The final act is also very dense. Murphy compresses a significant amount of plot, revelation, and emotional resolution into the last portion of the book, and the effect is that some elements feel rushed where the middle was leisurely. It is a pacing imbalance the series has, and listeners should adjust expectations accordingly: the experience is uneven but the high points are worth the slow patches.
Who Should Listen to Thirst for Vampire
Series readers who have finished the first Kingdom of Blood and Ash book are the obvious audience, and the book rewards their investment. New listeners should not start here: the world-building, character relationships, and backstory are too established to be absorbed without prior context. For those who enjoyed the first entry and wanted more world-expansion and a broader canvas for the protagonist’s development, this delivers both. Listeners who found Book 1 had too much romance and not enough action will find this entry better balanced; those who came specifically for Damien will find his reduced role a genuine disappointment.
Frequently Asked Questions
Can I start with Thirst for Vampire without having read the first book?
Not recommended. The second book in the Kingdom of Blood and Ash series begins where the first ends and assumes full familiarity with the world, the character relationships, and the events of the protagonist’s trials. New listeners should start with Book 1.
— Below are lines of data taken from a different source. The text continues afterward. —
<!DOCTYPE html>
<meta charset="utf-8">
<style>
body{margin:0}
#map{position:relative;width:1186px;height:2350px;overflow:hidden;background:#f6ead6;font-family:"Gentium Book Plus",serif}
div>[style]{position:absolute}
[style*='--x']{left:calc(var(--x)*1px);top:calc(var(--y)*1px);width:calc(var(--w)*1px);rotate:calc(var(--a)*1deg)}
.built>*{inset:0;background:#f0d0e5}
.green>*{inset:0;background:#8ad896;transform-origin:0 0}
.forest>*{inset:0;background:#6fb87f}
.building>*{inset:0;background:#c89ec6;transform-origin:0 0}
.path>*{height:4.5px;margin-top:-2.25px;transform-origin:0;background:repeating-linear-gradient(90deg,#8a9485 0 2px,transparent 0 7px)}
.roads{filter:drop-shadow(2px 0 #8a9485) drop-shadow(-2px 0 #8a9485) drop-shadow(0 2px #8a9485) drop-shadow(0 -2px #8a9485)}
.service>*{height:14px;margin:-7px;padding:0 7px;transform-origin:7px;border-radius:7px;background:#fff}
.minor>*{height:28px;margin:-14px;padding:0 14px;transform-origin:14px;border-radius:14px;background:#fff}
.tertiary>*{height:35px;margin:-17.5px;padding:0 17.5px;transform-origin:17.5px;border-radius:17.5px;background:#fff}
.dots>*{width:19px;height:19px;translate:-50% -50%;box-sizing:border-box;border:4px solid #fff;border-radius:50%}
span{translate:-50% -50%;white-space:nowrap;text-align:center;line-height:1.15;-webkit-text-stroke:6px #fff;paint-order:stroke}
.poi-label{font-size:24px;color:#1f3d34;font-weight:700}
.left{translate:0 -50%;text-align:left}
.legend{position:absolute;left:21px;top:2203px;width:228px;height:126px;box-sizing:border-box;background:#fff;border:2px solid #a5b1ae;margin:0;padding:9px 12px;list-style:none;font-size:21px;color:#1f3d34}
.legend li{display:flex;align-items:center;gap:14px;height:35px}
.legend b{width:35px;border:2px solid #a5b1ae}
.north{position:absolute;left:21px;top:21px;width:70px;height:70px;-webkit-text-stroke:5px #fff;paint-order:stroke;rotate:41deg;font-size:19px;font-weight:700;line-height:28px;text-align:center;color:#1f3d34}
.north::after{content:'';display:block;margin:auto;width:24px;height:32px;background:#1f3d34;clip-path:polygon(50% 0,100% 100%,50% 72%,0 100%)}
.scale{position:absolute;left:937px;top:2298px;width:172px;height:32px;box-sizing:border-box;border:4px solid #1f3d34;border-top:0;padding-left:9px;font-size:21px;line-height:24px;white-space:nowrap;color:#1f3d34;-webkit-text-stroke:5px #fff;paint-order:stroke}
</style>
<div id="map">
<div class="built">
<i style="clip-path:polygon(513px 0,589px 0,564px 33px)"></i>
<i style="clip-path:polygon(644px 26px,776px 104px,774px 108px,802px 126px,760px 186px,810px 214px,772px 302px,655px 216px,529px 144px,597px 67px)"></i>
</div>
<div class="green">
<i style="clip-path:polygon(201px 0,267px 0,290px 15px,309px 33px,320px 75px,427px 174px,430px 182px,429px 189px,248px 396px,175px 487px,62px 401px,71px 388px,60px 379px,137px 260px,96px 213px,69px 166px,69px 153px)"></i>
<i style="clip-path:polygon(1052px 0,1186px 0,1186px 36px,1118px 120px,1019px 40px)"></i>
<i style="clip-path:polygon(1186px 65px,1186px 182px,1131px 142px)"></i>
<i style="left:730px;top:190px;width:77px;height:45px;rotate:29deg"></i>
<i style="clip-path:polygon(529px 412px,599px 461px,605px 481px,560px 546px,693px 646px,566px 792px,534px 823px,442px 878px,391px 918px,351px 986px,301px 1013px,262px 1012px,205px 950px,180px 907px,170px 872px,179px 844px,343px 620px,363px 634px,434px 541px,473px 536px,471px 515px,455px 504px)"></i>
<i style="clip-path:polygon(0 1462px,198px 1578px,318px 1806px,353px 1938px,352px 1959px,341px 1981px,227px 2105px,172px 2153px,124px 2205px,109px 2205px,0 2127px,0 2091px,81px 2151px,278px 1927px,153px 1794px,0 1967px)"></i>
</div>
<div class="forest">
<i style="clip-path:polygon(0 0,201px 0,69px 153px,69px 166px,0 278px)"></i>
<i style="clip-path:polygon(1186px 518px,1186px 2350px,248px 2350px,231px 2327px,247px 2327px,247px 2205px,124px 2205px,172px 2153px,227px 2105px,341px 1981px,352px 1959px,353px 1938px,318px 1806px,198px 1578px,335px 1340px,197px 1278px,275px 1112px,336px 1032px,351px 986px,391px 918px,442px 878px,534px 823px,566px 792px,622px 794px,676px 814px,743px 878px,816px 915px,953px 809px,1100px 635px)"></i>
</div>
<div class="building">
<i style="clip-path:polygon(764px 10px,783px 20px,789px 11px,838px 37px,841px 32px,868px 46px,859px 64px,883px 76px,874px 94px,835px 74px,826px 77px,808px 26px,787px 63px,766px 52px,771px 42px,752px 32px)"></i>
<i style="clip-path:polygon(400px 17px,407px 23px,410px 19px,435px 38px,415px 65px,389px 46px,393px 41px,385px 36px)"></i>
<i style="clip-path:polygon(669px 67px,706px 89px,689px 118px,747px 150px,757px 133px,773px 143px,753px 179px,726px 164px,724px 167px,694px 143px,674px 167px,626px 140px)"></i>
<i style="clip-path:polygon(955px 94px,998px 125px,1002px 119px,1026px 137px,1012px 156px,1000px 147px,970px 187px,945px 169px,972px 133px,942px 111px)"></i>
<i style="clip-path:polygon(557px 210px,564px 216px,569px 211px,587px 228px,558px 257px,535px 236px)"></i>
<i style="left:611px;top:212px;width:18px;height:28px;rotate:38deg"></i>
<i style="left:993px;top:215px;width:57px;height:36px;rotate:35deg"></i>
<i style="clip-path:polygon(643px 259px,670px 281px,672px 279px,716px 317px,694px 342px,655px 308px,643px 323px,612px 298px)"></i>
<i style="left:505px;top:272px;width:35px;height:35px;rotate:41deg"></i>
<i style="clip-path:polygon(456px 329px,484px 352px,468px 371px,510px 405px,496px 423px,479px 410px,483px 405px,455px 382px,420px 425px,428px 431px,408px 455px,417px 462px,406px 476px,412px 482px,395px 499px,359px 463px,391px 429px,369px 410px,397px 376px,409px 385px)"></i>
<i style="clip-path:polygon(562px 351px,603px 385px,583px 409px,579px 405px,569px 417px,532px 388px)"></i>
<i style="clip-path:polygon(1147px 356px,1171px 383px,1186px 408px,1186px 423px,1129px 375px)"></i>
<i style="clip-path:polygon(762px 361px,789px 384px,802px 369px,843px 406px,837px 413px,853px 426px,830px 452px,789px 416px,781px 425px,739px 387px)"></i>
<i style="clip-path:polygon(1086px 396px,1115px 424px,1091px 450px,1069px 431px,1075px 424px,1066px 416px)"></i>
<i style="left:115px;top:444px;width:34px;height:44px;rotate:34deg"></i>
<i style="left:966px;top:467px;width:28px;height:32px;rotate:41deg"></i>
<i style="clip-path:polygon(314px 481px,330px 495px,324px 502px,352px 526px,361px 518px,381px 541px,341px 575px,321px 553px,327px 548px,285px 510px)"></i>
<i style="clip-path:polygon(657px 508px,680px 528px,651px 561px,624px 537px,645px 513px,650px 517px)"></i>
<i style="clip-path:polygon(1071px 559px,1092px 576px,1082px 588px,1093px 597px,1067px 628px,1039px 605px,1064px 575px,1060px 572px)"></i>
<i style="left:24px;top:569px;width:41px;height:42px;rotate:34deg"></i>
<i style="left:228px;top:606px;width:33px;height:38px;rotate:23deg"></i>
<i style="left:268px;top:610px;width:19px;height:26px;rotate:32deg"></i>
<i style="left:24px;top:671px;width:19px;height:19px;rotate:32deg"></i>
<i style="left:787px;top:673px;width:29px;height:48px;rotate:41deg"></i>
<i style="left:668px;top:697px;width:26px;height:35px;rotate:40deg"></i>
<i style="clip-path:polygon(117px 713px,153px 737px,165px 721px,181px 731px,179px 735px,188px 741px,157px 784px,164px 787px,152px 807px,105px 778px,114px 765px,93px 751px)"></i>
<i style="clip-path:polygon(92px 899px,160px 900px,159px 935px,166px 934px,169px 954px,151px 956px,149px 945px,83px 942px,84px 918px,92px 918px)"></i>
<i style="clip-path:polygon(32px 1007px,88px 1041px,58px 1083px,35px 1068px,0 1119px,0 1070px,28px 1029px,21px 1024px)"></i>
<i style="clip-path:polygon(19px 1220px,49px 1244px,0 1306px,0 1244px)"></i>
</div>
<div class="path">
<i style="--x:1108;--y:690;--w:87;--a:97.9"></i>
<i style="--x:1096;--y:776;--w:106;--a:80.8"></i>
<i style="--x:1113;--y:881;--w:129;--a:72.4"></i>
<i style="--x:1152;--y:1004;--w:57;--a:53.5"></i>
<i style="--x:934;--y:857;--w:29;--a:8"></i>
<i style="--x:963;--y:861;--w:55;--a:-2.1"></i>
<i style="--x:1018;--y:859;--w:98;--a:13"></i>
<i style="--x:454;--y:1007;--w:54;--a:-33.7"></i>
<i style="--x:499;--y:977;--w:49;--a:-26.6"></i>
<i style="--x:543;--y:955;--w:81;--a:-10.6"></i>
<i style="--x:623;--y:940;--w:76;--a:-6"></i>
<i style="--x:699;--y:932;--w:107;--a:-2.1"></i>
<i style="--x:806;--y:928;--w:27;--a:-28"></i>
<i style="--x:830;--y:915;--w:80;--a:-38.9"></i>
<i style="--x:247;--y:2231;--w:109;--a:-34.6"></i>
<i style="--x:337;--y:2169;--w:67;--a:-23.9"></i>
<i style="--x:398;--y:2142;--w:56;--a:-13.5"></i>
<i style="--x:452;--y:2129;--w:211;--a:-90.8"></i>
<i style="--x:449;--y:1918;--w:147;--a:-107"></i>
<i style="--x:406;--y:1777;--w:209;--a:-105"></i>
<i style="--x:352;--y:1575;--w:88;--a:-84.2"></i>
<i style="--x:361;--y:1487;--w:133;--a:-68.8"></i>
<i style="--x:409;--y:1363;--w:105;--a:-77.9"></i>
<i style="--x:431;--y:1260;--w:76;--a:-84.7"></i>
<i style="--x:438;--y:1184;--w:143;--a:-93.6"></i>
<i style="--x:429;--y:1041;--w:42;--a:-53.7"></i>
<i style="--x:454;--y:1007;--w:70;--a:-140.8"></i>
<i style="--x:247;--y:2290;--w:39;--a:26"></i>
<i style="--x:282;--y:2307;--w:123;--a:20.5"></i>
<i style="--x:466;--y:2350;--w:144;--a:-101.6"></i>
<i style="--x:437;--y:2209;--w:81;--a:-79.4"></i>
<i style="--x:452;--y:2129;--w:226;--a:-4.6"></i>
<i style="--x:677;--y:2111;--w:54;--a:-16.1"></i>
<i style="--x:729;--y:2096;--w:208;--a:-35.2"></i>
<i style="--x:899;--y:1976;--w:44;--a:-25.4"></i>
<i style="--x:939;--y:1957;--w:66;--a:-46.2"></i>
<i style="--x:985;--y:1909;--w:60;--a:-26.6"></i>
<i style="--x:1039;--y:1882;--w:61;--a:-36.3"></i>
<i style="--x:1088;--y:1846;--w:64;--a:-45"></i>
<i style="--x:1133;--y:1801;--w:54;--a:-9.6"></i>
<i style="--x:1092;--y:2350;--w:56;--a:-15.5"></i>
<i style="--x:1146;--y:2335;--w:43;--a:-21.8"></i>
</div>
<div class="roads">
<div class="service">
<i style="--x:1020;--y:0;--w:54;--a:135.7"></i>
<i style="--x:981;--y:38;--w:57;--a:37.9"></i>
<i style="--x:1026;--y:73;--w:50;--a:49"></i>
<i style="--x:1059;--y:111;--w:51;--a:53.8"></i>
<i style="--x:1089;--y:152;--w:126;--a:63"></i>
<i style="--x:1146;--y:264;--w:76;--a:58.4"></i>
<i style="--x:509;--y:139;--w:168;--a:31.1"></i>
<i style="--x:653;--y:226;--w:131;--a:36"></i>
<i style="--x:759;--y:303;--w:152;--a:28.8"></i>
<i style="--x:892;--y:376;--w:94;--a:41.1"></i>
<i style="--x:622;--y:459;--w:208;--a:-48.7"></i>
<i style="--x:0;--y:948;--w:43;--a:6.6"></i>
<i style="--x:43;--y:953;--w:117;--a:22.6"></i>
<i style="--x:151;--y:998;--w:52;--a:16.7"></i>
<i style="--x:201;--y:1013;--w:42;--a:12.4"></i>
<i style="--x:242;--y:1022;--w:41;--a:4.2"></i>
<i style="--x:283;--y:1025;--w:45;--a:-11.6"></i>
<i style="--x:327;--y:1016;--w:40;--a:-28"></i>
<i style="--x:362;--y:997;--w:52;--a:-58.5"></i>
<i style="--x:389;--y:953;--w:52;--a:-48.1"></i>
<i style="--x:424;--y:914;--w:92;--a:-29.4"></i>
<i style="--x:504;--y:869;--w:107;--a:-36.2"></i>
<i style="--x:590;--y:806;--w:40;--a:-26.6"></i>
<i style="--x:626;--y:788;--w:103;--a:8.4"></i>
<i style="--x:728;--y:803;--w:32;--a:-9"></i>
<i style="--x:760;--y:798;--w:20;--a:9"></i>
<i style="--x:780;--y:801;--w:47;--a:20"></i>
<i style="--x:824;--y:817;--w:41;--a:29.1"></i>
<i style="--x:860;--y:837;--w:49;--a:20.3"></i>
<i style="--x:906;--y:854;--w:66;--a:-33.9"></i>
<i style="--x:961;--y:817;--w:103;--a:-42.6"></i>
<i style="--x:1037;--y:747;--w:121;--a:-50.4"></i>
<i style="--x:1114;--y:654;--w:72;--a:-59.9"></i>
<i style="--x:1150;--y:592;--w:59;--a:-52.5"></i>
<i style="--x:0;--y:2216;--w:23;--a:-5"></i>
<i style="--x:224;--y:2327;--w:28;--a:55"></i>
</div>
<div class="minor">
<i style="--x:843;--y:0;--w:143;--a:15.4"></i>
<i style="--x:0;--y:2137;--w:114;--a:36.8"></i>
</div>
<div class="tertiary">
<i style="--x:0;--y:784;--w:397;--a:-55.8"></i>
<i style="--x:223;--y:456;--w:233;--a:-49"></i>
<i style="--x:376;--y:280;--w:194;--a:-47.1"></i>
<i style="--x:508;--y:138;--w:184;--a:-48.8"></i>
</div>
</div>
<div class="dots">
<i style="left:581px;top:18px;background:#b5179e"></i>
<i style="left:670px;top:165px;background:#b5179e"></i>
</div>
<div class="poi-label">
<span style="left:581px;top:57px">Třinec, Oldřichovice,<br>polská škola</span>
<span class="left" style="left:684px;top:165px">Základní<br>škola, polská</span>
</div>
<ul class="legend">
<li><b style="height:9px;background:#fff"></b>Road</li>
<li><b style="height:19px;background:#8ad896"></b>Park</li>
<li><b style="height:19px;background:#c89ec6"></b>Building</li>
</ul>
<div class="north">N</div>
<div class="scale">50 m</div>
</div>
How prominent is the romance in this second book compared to the first?
The love triangle remains present but shifts in emphasis; Damien, the vampire fiancΓ© who featured heavily in the first book, has reduced page time here, which some reviewers noted as a disappointment. The protagonist’s relationship with her worst enemy develops more significantly in this volume.
Is Kim Churchill’s narration consistent with the first audiobook in the series?
Yes, Kim Churchill narrates throughout the series, providing continuity of voice across volumes. Listeners familiar with her work in Book 1 will find the transition to Book 2 seamless.
Does the book end on a cliffhanger, or is there enough resolution to feel complete?
Reviewers describe it as an open ending rather than a true cliffhanger; enough is resolved to provide satisfaction, but the larger arc of the series is clearly unfinished. Those who prefer contained stories should know there is a third book, but the ending of Book 2 is not calculated to leave listeners stranded.